La bataille s'était achevée au milieu de la nuit par la victoire des trolls. Zol'Kor fit regrouper tous les elfes aux pieds des arbres. Là, il ordonna de séparer les plus jeunes, non combattants, qu'il fit emmener, pieds et poings liés, vers une destination inconnue. Voyant ses enfants partir, un elfe se révolta. Il n'eut pas le temps de faire plus de cinq pas avant qu'un guerrier troll ne lui fracasse le crâne d'un violent coup de masse.

Shack'Gan se demandait encore ce qui allait advenir des jeunes, désormais séparés des leurs, lorsque dix guerriers conduisirent deux elfes au port altier devant Zol'Kor, où ils les forcèrent à s'agenouiller. Le mage comprit qu'il s'agissait d'un père et de son fils. Même dans la défaite, le plus âgé, probablement le chef de cette cité, faisait encore preuve d'une grande dignité et refusait de courber la tête vers le sol. Zol'Kor s'approcha calmement :
— Où est ta fille Naëwen ?
Surpris, l'elfe plongea son regard dans celui du troll comme s'il cherchait à le sonder.
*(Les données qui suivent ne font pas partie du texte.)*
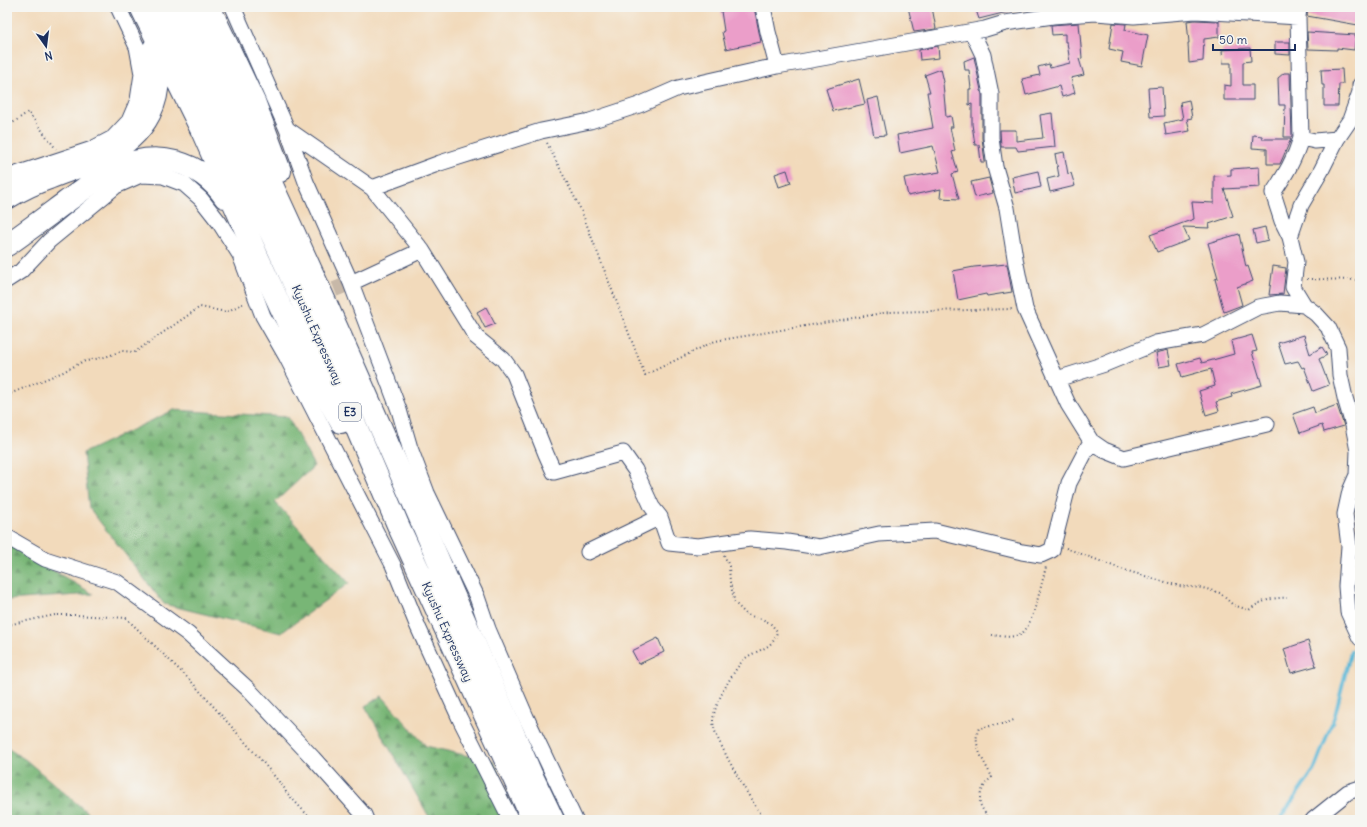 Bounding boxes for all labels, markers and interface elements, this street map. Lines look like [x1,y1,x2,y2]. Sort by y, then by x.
north arrow [26,26,66,66]
scale bar [1213,26,1295,52]
text: 50 m [1219,32,1248,47]
text: N [43,48,54,63]
street label: Kyushu Expressway [289,282,346,387]
road number: E3 [339,403,361,421]
street label: Kyushu Expressway [419,579,476,684] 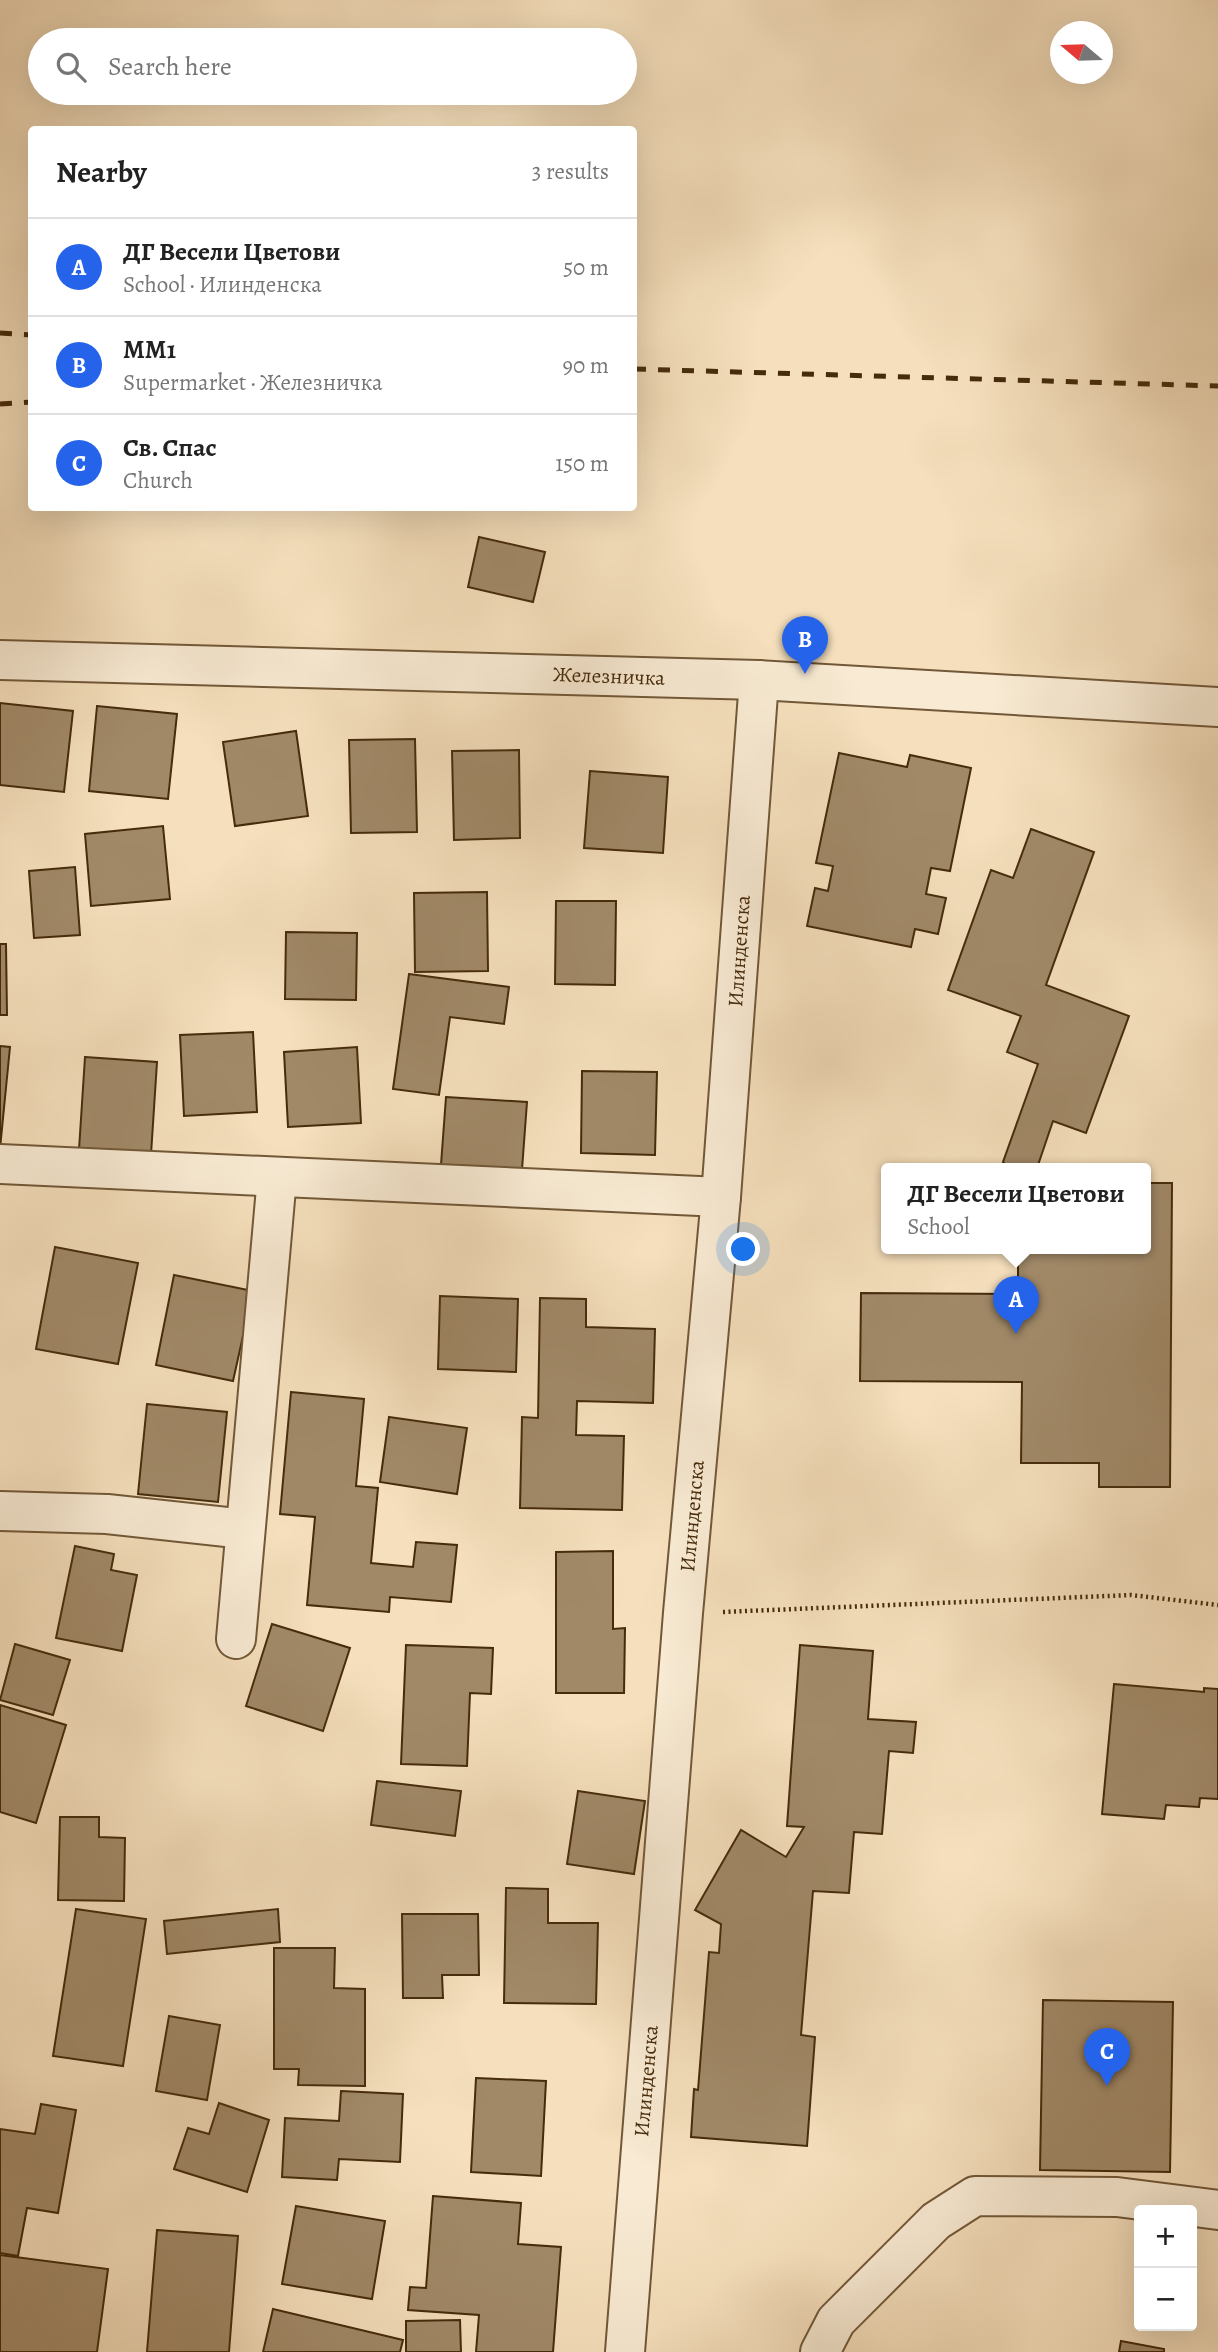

Après quelques secondes, il consentit enfin à répondre :
— Je l'ai envoyée à Tirwendel pour donner des nouvelles de Nelandir au roi.
Zol'Kor l'empoigna par le col et le souleva de terre :
— Ne te moque pas de moi ! Je sais qu'elle était ici. Vous autres les elfes, vous n'envoyez jamais vos filles en mission diplomatique. Où est-elle ?
Gardant son calme, Guelnor scruta les elfes survivants du regard :
— À priori, elle n'est pas ici. Il faut dire que vous avez mis un peu de désordre, on a du mal à s'y retrouver.
De rage, Zol'Kor jeta le prince au sol avant de se diriger vers les prisonniers. Il tira une elfe d'âge mûr par les cheveux et la traîna jusqu'à Guelnor :
— Où est Naëwen ?
Avant même qu'il ne réponde, le chef de guerre saisit un couteau de silex et le pressa contre la gorge de l'elfe terrorisée :
— Où est-elle ?
Guelnor hésita un instant, mais, malgré la panique qui la gagnait, l'elfe lui fit non de la tête. Aussitôt, Zol'Kor lui trancha la gorge et la laissa agoniser aux pieds du prince pour aller chercher un jeune elfe et le tirer devant Guelnor :
— Je peux jouer à ce jeu-là encore longtemps. Où est-elle ?
Zol'Kor pressa la lame de silex contre la gorge de l'elfe. Aussitôt, une elfe hurla « Non ! »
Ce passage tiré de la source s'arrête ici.